#### [Problem requirements]
Please retype every record exactly as it appears, omitting the pictures.

#### [Items from a dataset]

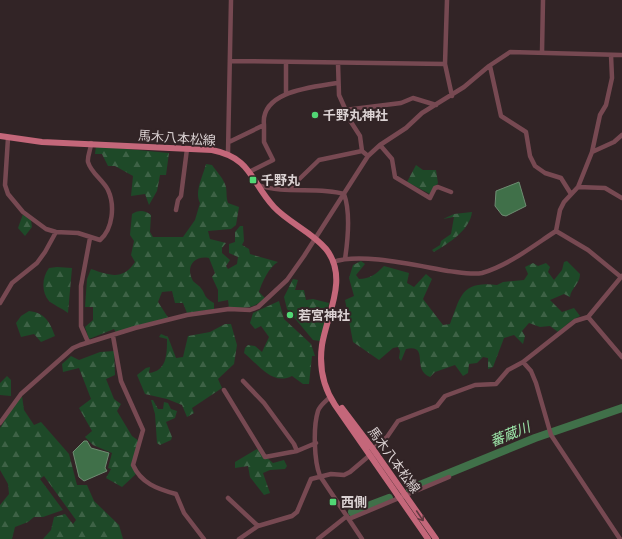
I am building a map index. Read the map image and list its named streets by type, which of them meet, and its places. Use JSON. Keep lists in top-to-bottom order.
{
  "streets": {
    "main road": ["馬木八本松線"]
  },
  "water": ["蕃蔵川"],
  "places": {
    "other": ["千野丸神社", "若宮神社"],
    "transit": ["千野丸", "西側"]
  }
}
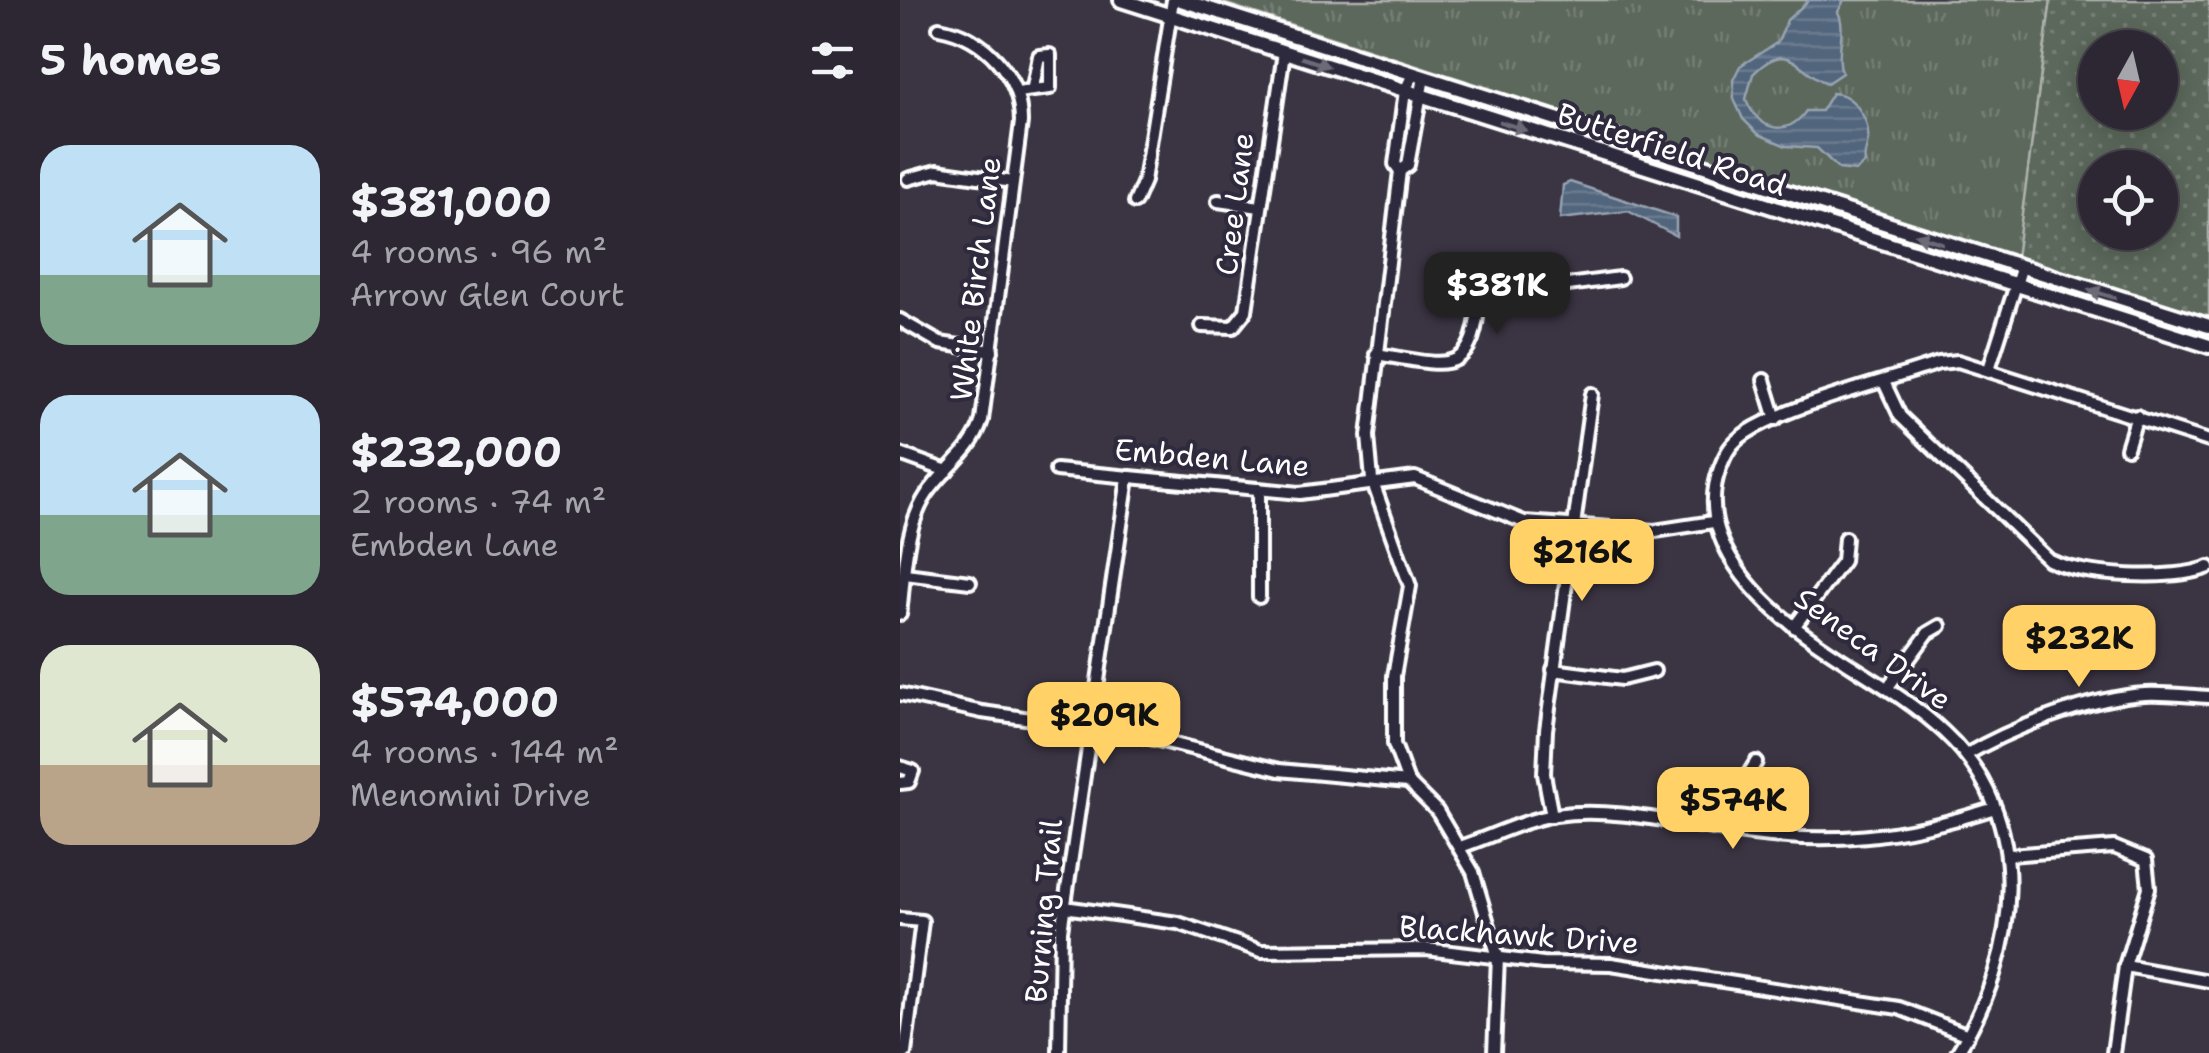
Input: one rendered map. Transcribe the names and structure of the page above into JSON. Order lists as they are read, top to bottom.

#### [Result of the exercise]
I am building a map index. Read the map image and list its named streets by type, which of them meet, and its places. Use JSON. Keep lists in top-to-bottom order.
{
  "streets": {
    "main road": ["馬木八本松線"]
  },
  "water": ["蕃蔵川"],
  "places": {
    "other": ["千野丸神社", "若宮神社"],
    "transit": ["千野丸", "西側"]
  }
}
Input: one rendered map. Transcribe the names and structure of the page above into JSON. Order lists as they are read, top to bottom.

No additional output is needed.